The first task is the preprocessing needed before a latent semantic analysis can be done on a collection of text documents. For this LSI problem, it means creating the two m-files "docs.m" and "dictionary.m" that are used in the example given. We'll push out from that task to actually using LSI/SVD to analyzing the documents as a second part later (as Excercise 4); for now let's first concentrate on learning how to manipulate text and files from within Matlab.
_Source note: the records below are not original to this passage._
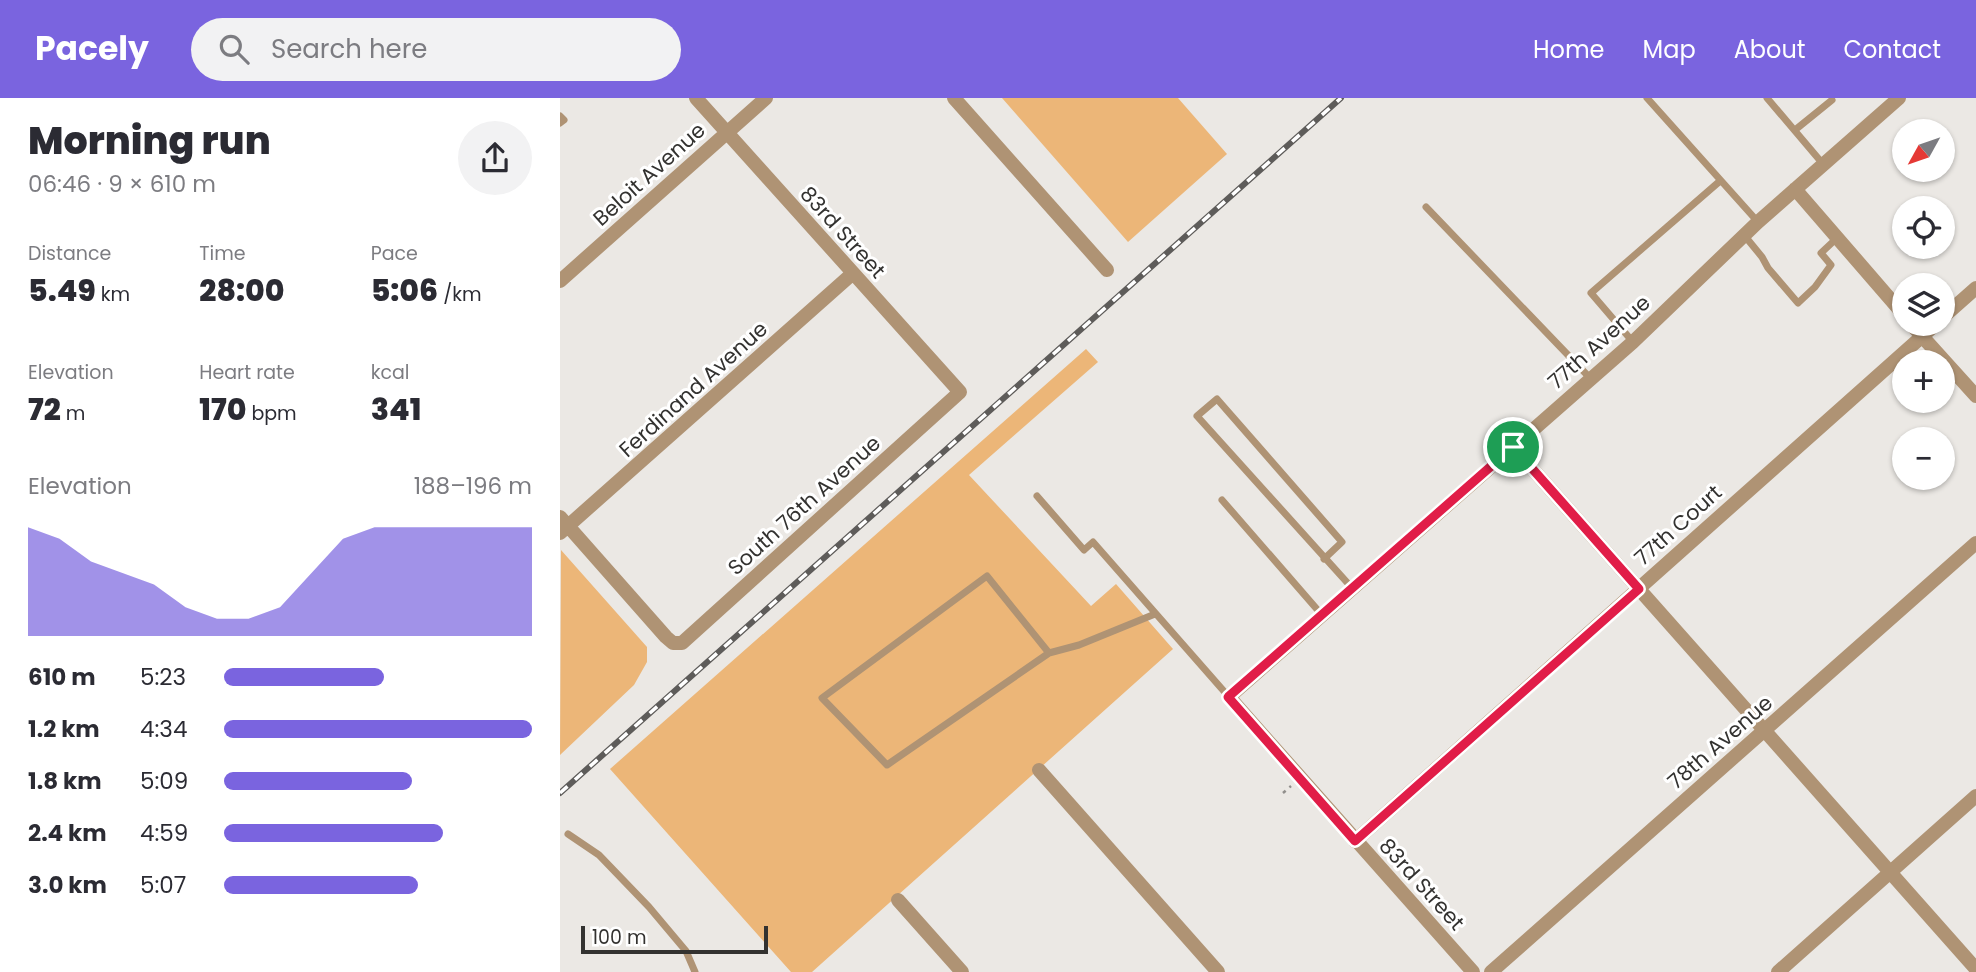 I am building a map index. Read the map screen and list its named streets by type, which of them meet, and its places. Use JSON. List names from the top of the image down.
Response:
{
  "streets": {
    "street": [
      "Beloit Avenue",
      "83rd Street",
      "77th Avenue",
      "Ferdinand Avenue",
      "South 76th Avenue",
      "77th Court",
      "78th Avenue"
    ]
  },
  "crossings": [
    ["Beloit Avenue", "83rd Street"],
    ["83rd Street", "77th Avenue"],
    ["83rd Street", "Ferdinand Avenue"],
    ["83rd Street", "South 76th Avenue"],
    ["83rd Street", "77th Court"],
    ["Ferdinand Avenue", "South 76th Avenue"]
  ],
  "scale_bar": "100 m",
  "north": "bottom left",
  "page": {
    "header": "Pacely",
    "search": "Search here",
    "nav": [
      "Home",
      "Map",
      "About",
      "Contact"
    ],
    "heading": ["Morning run", "06:46 · 9 × 610 m"],
    "map_buttons": ["+", "−"],
    "stats": [
      ["Distance", "5.49 km"],
      ["Time", "28:00"],
      ["Pace", "5:06 /km"],
      ["Elevation", "72 m"],
      ["Heart rate", "170 bpm"],
      ["kcal", "341"]
    ],
    "chart": ["Elevation", "188–196 m"],
    "list": [
      {
        "name": "610 m",
        "note": "5:23"
      },
      {
        "name": "1.2 km",
        "note": "4:34"
      },
      {
        "name": "1.8 km",
        "note": "5:09"
      },
      {
        "name": "2.4 km",
        "note": "4:59"
      },
      {
        "name": "3.0 km",
        "note": "5:07"
      }
    ],
    "scale": "100 m"
  }
}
Go ahead and download the tar-ball manpage_example.tar, and uncompress it somewhere so you can look through it while reading this page.
`-- manpage_example
|-- LSI
| |-- blank_split.m
| |-- dictionary.m
| |-- docs.m
| |-- findrows.m
| |-- getdoc.m
| `-- lsi.m
|-- create_dict
|-- create_docs
|-- dictionary
|-- docs
| |-- arch.def
| |-- ash.def
| |-- awk.def
| |-- basename.def
. . .
. . .
. . .
| |-- vimtutor.def
| |-- ypdomainname.def
| `-- zcat.def
|-- manpages
| |-- arch
| |-- ash
| |-- awk
| |-- basename
. . .
. . .
. . .
| |-- vimtutor
| |-- ypdomainname
| `-- zcat
|-- setup_manpages
| |-- create_manpage_files
| `-- list_of_manpages
`-- stop_words
This way, when the analysis code LSI/lsi.m is run, the word-count
documents themselves are known to be "one directory up, over in subdirectory
docs".
You can do this in one single step, but may find it easier to break down into substeps, and have preprocess.m simply invoke those in turn. E.g., my preprocess.m basically looks like
cf = check_files;
if (cf == 0)
error('Something bad happened in check_files.m');
end
wc = create_wordcounts;
if (wc == 0)
error('Something bad happened in create_wordcounts.m');
end
cd = create_dictionary;
if (cd == 0)
error('Something bad happened in create_dictionary.m');
end
although I do have a bit more on the error-checking than shown here. I also have split out the create_wordcounts.m into a step of calls to subfunctions, pretty much corresponding to the process described above. All I require from you is the preprocess.m script that can be invoked and will automatically set up the required files. You are free to either do it all in one big honking step or in many smaller ones (which is really what I strongly recommend).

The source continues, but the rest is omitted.